Jonathan Reichental, CIO of Palo Alto, Calif., and a former private-sector IT professional, agreed that government should use the data as best as it can to get more efficient. But he wasn’t sold on the opinion that the departures of Chopra and Kundra might spell the end of open government. Reichental argued that the movement is a global phenomenon and much bigger than Chopra and Kundra.

Reichental said the release of almost 400,000 federal data sets and the hundreds of apps during Chopra’s tenure is impressive and is a reflection of next-generation government — and that it’s not business as usual in Washington, D.C., or around the world.

But unlike Di Maio, Reichental felt the application of data shouldn’t be a primary objective of those responsible for providing it.

“If you are in charge of making data available, your job is to make the data ‘machine consumable’ and … not to worry too much about the consumers,” Reichental said. “If the data is indeed usable and you are getting a volume out there available in a way people can get to, the right people will get it.”


Who’s Next?


So who will replace Chopra, who rumor has it is entertaining a run for lieutenant governor in Virginia?

The Obama administration isn’t saying, but Di Maio felt the federal CTO’s role could be defined better. So far, the U.S. CTO position is a bit of an enigma, he said. Chopra was focused on technology issues that impact both government and the technology.
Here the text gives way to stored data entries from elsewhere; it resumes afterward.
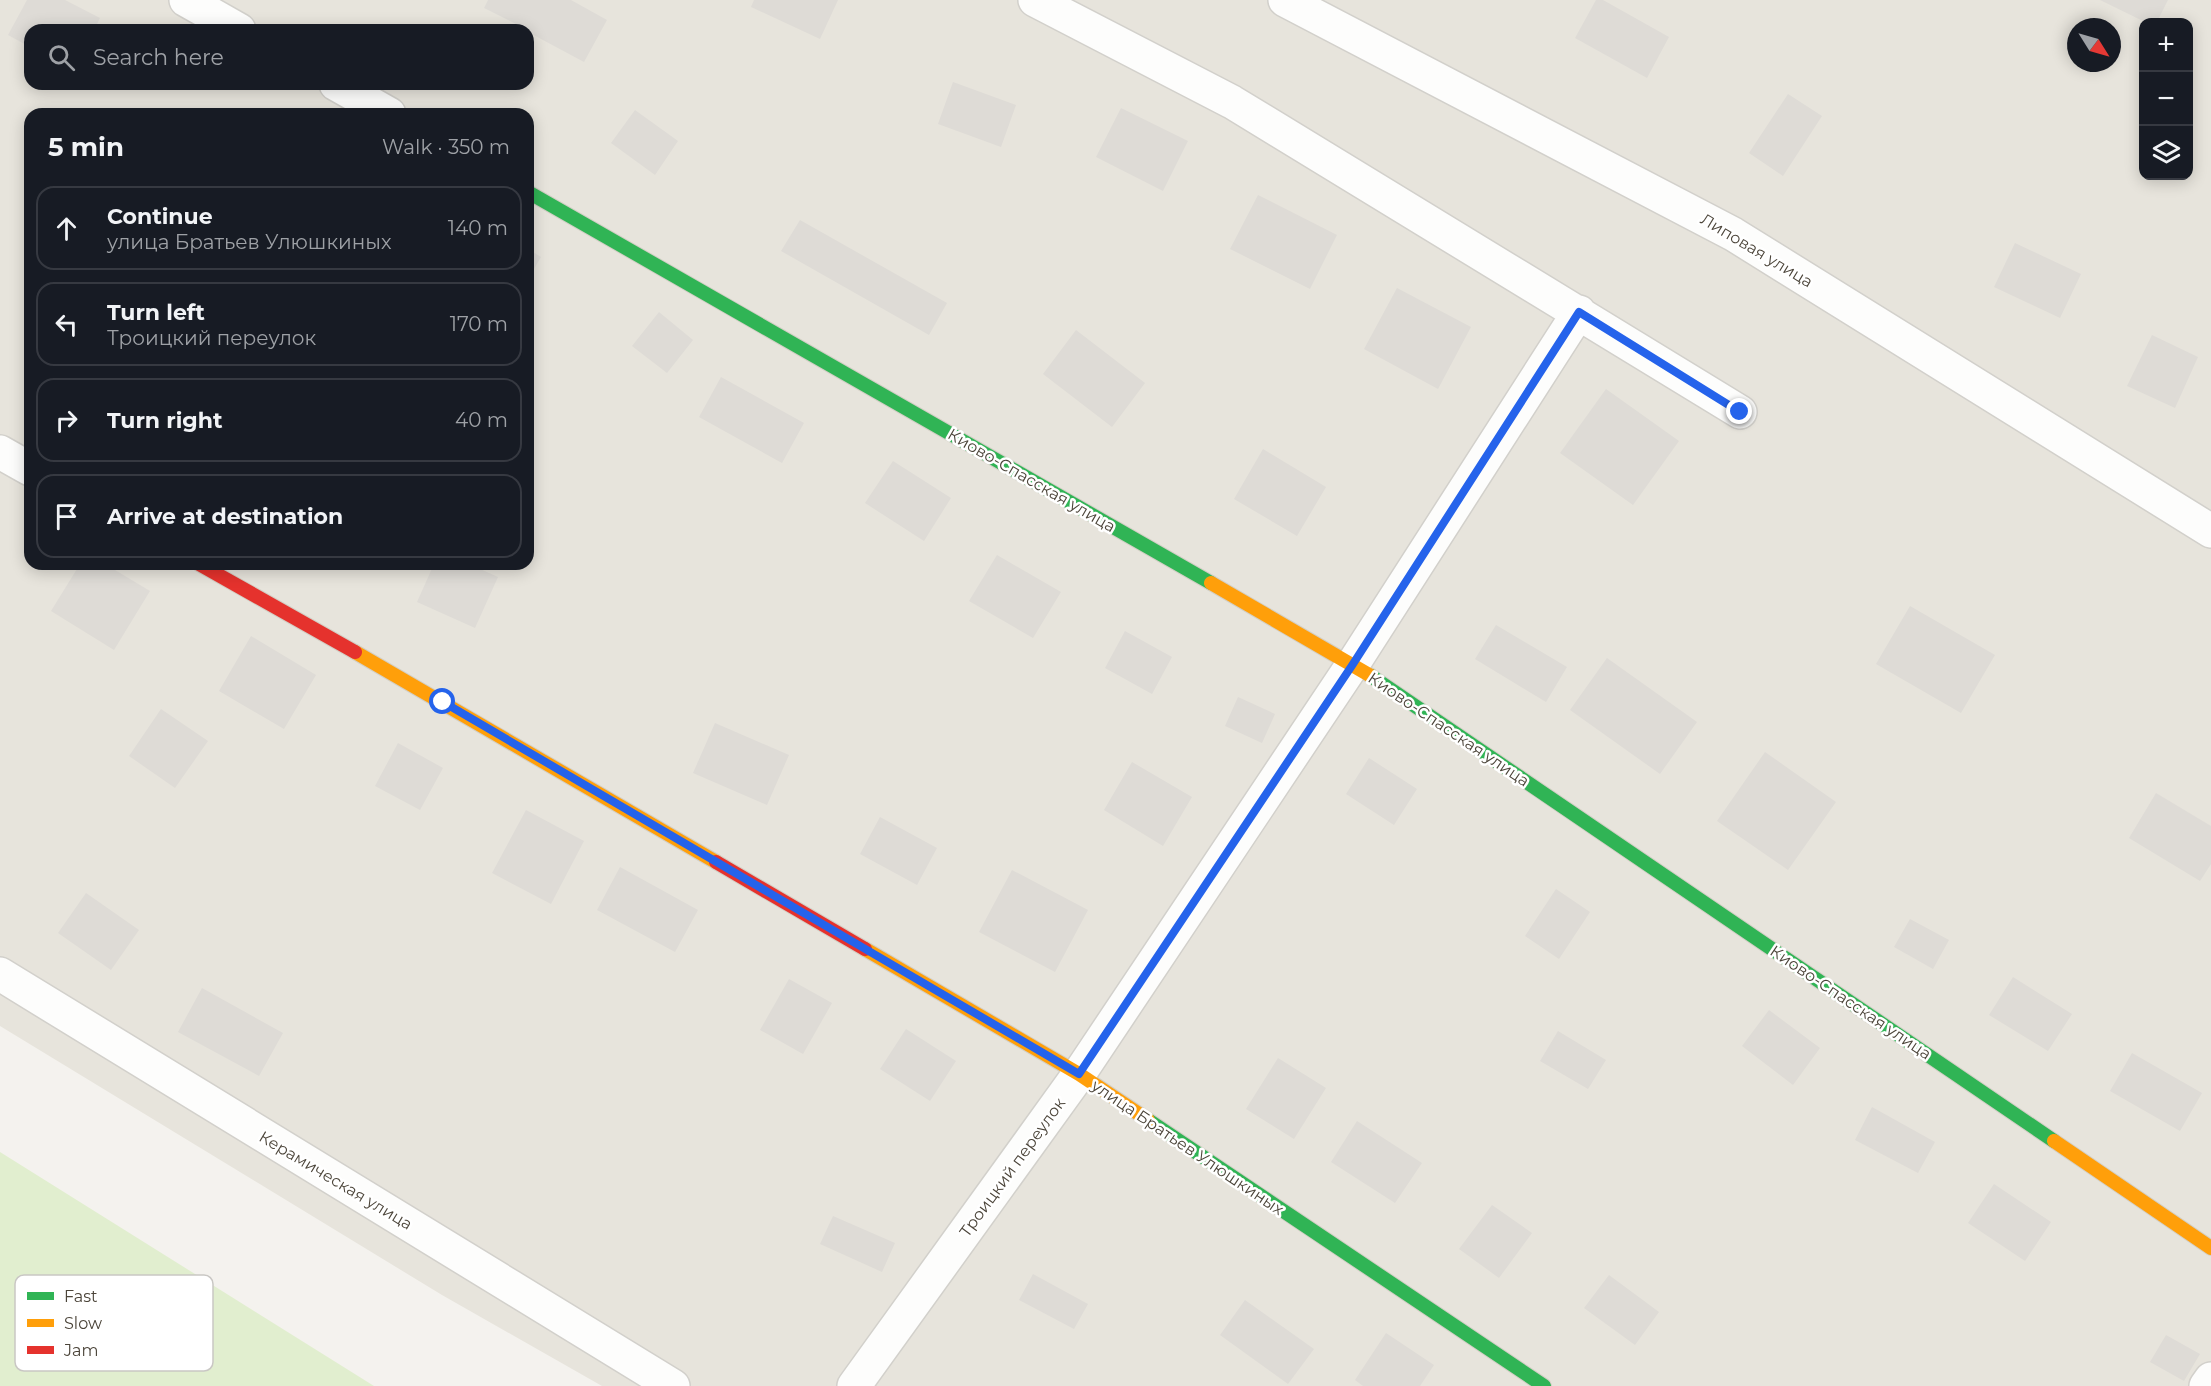 <!DOCTYPE html>
<meta charset="utf-8">
<style>
:root{--surface:#171b24;--page:#242831;--text:#f1f3f6;--muted:#9ea1a6;--line:#363941}
body{margin:0;font-family:Montserrat,sans-serif;background:var(--page);color:var(--text)}
.controls{position:absolute;right:18px;top:18px;display:grid;overflow:hidden;border-radius:12px;box-shadow:0 3px 15px #0003}
.controls button{width:54px;height:54px;display:grid;place-items:center;padding:0;border:0;border-bottom:2px solid var(--line);background:var(--surface);color:var(--text);font:30px sans-serif}
.compass{position:absolute;left:2067px;top:18px;width:54px;height:54px;border-radius:50%;background:var(--surface);box-shadow:0 3px 15px #0003;rotate:127deg}
.stop{position:absolute;width:18px;height:18px;margin:-14px;border:4px solid #2563eb;border-radius:50%;background:#fff}
.stop.end{background:#2563eb;border-color:#fff;box-shadow:0 2px 6px #0008}
.list{margin:0;padding:0;list-style:none}
h2{display:flex;justify-content:space-between;align-items:center;height:78px;margin:0;padding:0 24px;font-size:26px}
h2 small{font-size:20px;font-weight:400;color:var(--muted)}
.list li{display:grid;grid-template-columns:39px 1fr auto;gap:18px;align-items:center;box-sizing:border-box;height:84px;margin:0 12px 12px;padding:0 12px;border:2px solid var(--line);border-radius:18px}
.list b{display:block;font-size:22px;white-space:nowrap}
.list p{margin:0;font-size:20px;white-space:nowrap;color:var(--muted)}
.list em{font-size:20px;font-style:normal;color:var(--muted)}
.icon{flex:none;width:33px;height:33px;fill:none;stroke:currentColor;stroke-width:2;stroke-linecap:round;stroke-linejoin:round}
.map{position:relative;flex:none;width:2211px;height:1386px;overflow:hidden}
.search{position:absolute;background:var(--surface);box-shadow:0 3px 15px #0003;left:24px;top:24px;width:510px;height:66px;display:flex;align-items:center;gap:15px;box-sizing:border-box;padding:0 21px;border-radius:18px;color:var(--muted);font-size:22px}
.panel{position:absolute;background:var(--surface);box-shadow:0 3px 15px #0003;left:24px;top:108px;width:510px;height:462px;border-radius:18px}
.map>svg:first-child{display:block}
.residential{fill:#e7e4dc;fill-rule:evenodd}
.green{fill:#e1eecf}
.building{fill:#dedbd6}
.lines{fill:none;stroke-linecap:round;stroke-linejoin:round}
.street-casing{stroke:#d2d0cb;stroke-width:36}
.fast-casing{stroke:#d3cfc5;stroke-width:16}
.slow-casing{stroke:#d3cfc5;stroke-width:16}
.jam-casing{stroke:#d3cfc5;stroke-width:16}
.street{stroke:#fdfdfc;stroke-width:33}
.fast{stroke:#30b455;stroke-width:14}
.slow{stroke:#ff9f0a;stroke-width:14}
.jam{stroke:#e5322d;stroke-width:14}
.route{stroke:#2563eb;stroke-width:8}
.labels{text-anchor:middle;stroke-width:5;stroke-linejoin:round;paint-order:stroke}
.street-label{font-size:16px;fill:#4b4439;stroke:#fff}
.key{fill:#fff;stroke:#c9c7c4;stroke-width:1.5}
.key-label{font-size:16px;fill:#4b4439}
</style>
<div class="map">
<svg width="2211" height="1386" viewBox="0 0 2211 1386">
<rect width="100%" height="100%" fill="#f4f2ee"/>
<path class="residential" d="M0,0H2211V1386H602L442,1295L0,1026ZM2144,22H2188V176H2144ZM2076,27H2112V63H2076ZM30,30H528V84H30ZM30,114H528V564H30Z"/>
<path class="green" d="M0,1152L374,1386H0Z"/>
<path class="building" d="M27,0H65L100,18L94,30H30V47L8,35Z
M488,0H571L607,20L584,62L528,32V30L484,8Z
M754,0H838L820,39L751,7Z
M1596,0H1603L1669,37L1647,78L1575,38Z
M2100,0H2168L2157,22H2145Z
M953,82L1016,105L1001,147L938,124Z
M1788,94L1822,116L1783,176L1749,153Z
M1121,108L1188,141L1163,191L1096,157Z
M635,110L678,141L655,175L611,143Z
M1258,195L1337,235L1310,289L1230,249Z
M800,220L947,303L929,335L781,251Z
M2015,243L2081,274L2060,318L1994,287Z
M528,249L541,257L528,279Z
M1397,288L1471,327L1438,389L1364,349Z
M659,312L693,340L667,373L632,346Z
M1076,330L1145,383L1112,427L1043,374Z
M2152,335L2198,357L2175,408L2127,386Z
M721,377L804,423L782,463L699,417Z
M1606,389L1679,441L1633,505L1560,453Z
M1263,449L1326,487L1297,536L1234,499Z
M893,461L951,498L924,541L865,503Z
M997,555L1061,592L1033,638L969,601Z
M80,564H105L150,591L114,650L51,611Z
M434,564H469L498,577L475,628L417,602Z
M1910,606L1995,655L1961,713L1876,664Z
M1496,625L1567,667L1546,702L1475,659Z
M1125,631L1172,657L1152,694L1105,668Z
M251,636L316,675L284,729L219,691Z
M1607,658L1697,722L1660,774L1570,710Z
M1238,697L1275,714L1262,743L1225,726Z
M161,709L208,741L175,788L129,756Z
M715,723L789,755L767,805L693,773Z
M398,743L443,768L420,810L375,786Z
M1765,752L1836,802L1788,870L1717,821Z
M1369,758L1417,789L1394,825L1346,794Z
M1132,762L1192,797L1163,846L1104,810Z
M2156,793L2211,826V864L2200,881L2129,838Z
M526,810L584,841L551,904L492,873Z
M880,817L937,848L917,885L860,854Z
M620,867L698,910L675,952L597,910Z
M1012,870L1088,910L1055,972L979,932Z
M1556,889L1590,912L1559,959L1525,936Z
M86,893L139,930L111,970L58,933Z
M1910,919L1949,940L1933,969L1894,947Z
M2013,977L2072,1014L2048,1051L1989,1015Z
M789,979L832,1003L803,1054L760,1030Z
M202,988L283,1033L259,1076L178,1032Z
M1769,1010L1820,1048L1793,1085L1742,1046Z
M906,1029L956,1061L930,1101L880,1069Z
M1558,1031L1606,1060L1588,1089L1540,1061Z
M2132,1053L2202,1093L2180,1131L2110,1091Z
M1278,1058L1326,1088L1294,1139L1246,1109Z
M1872,1107L1935,1142L1918,1173L1855,1140Z
M1357,1121L1422,1163L1395,1203L1331,1162Z
M1994,1184L2051,1222L2025,1261L1968,1223Z
M1492,1205L1532,1233L1499,1278L1459,1249Z
M833,1216L895,1243L882,1272L820,1244Z
M1033,1274L1088,1304L1074,1329L1019,1300Z
M1609,1275L1659,1312L1635,1345L1584,1308Z
M1245,1300L1314,1349L1288,1384L1220,1335Z
M1386,1333L1434,1365L1420,1386H1363L1355,1380Z
M2166,1335L2200,1354L2184,1381L2150,1362Z"/>
<g class="lines">
<defs>
<path id="street" d="M186,0L239,30
M1035,0L1232,102L1740,412
M1285,0L1733,234L2211,531
M336,84L389,114
M0,452L30,469
M0,974L673,1386
M854,1386L1079,1074L1353,664L1579,312
M2206,1386L2211,1379"/>
<path id="fast" d="M528,192L1211,583
M1371,676L2054,1141
M1148,1120L1544,1386"/>
<path id="slow" d="M1211,583L1371,676
M355,652L716,862
M865,949L1079,1074L1148,1120
M2054,1141L2211,1248"/>
<path id="jam" d="M199,564L355,652
M716,862L865,949"/>
</defs>
<use href="#street" class="street-casing"/>
<use href="#fast" class="fast-casing"/>
<use href="#slow" class="slow-casing"/>
<use href="#jam" class="jam-casing"/>
<use href="#street" class="street"/>
<use href="#fast" class="fast"/>
<use href="#slow" class="slow"/>
<use href="#jam" class="jam"/>
</g>
<g class="lines">
<path class="route" d="M443,702L1079,1074L1353,664L1579,312L1740,412"/>
</g>
<g class="labels">
<g class="street-label">
<text transform="translate(1757 250) rotate(31)" y="6">Липовая улица</text>
<text transform="translate(1032 480) rotate(30)" y="6">Киово-Спасская улица</text>
<text transform="translate(1449 729) rotate(34)" y="6">Киово-Спасская улица</text>
<text transform="translate(1851 1002) rotate(34)" y="6">Киово-Спасская улица</text>
<text transform="translate(1188 1147) rotate(34)" y="6">улица Братьев Улюшкиных</text>
<text transform="translate(1012 1167) rotate(-54)" y="6">Троицкий переулок</text>
<text transform="translate(336 1180) rotate(31)" y="6">Керамическая улица</text>
</g>
</g>
<rect x="15" y="1275" width="198" height="96" rx="9" class="key"/>
<rect x="27" y="1292" width="27" height="8" fill="#30b455"/>
<rect x="27" y="1319" width="27" height="8" fill="#ff9f0a"/>
<rect x="27" y="1346" width="27" height="8" fill="#e5322d"/>
<g class="key-label">
<text x="64" y="1302">Fast</text>
<text x="64" y="1329">Slow</text>
<text x="64" y="1356">Jam</text>
</g>
</svg>
<div class="controls">
<button>+</button>
<button>−</button>
<button><svg class="icon" aria-label="layers" viewBox="0 0 24 24"><path d="M12 4l9 5-9 5-9-5zM3 14l9 5 9-5"/></svg></button>
</div>
<svg class="compass" viewBox="-18 -18 36 36"><path d="M0-13l5 13h-10z" fill="#e53935"/><path d="M0 13l5-13h-10z" fill="#9ea1a6"/></svg>
<div class="stop" style="left:443px;top:702px"></div>
<div class="stop end" style="left:1740px;top:412px"></div>
<div class="search"><svg class="icon" aria-label="search" viewBox="0 0 24 24"><circle cx="10" cy="10" r="6"/><path d="M15 15l6 6"/></svg>Search here</div>
<section class="panel">
<h2>5 min<small>Walk · 350 m</small></h2>
<ul class="list">
<li><svg class="icon" aria-label="ahead" viewBox="0 0 24 24"><path d="M12 20V5M6 11l6-6 6 6"/></svg><div><b>Continue</b><p>улица Братьев Улюшкиных</p></div><em>140 m</em></li>
<li><svg class="icon" aria-label="left" viewBox="0 0 24 24"><path d="M17 20v-9H6M10 6l-5 5 5 5"/></svg><div><b>Turn left</b><p>Троицкий переулок</p></div><em>170 m</em></li>
<li><svg class="icon" aria-label="right" viewBox="0 0 24 24"><path d="M7 20v-9h11M14 6l5 5-5 5"/></svg><div><b>Turn right</b></div><em>40 m</em></li>
<li><svg class="icon" aria-label="arrive" viewBox="0 0 24 24"><path d="M6 21V4h12l-3 4 3 4H6"/></svg><div><b>Arrive at destination</b></div></li>
</ul>
</section>
</div>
Di Maio said he struggled to understand Chopra’s priorities and believes that the person who fills the former CTO’s shoes would be better served by a clearer, more focused mandate. The key to success for Chopra’s successor, Di Maio said, will be an ability to focus on how to use technology to solve actual problems.

“In this respect, I believe that Aneesh (and now Beth [Noveck, Chopra’s deputy who left prior to Kundra’s departure in 2011]) failed to look at the benefits of using open government inside government rather than for just for the benefits of the American people,” Di Maio said.

Chopra and Kundra both had significant public-sector experience before coming to work for the Obama administration in 2009. At that time, many state CIOs thought that knowledge of other government levels would prove helpful for advancing the communication between the feds and state/local agencies.

Kundra was replaced, however, by Steven VanRoekel, who became federal CIO after a career mostly in federal government and the private sector. So if Chopra’s successor follows the same trend, might it hurt the federal-state-local relationships that Kundra and Chopra worked to build?
 
Being fairly new to the public sector, Reichental wasn’t sure if the communication between governmental levels would suffer. But he’s a believer in what a private-sector candidate could do in the position, saying that objectives are often driven by market forces, which create a pace and aggressiveness familiar to an executive who has worked in private industry.

“You’ve got to have someone who is a deep technologist who knows how to get things done,” Reichental said.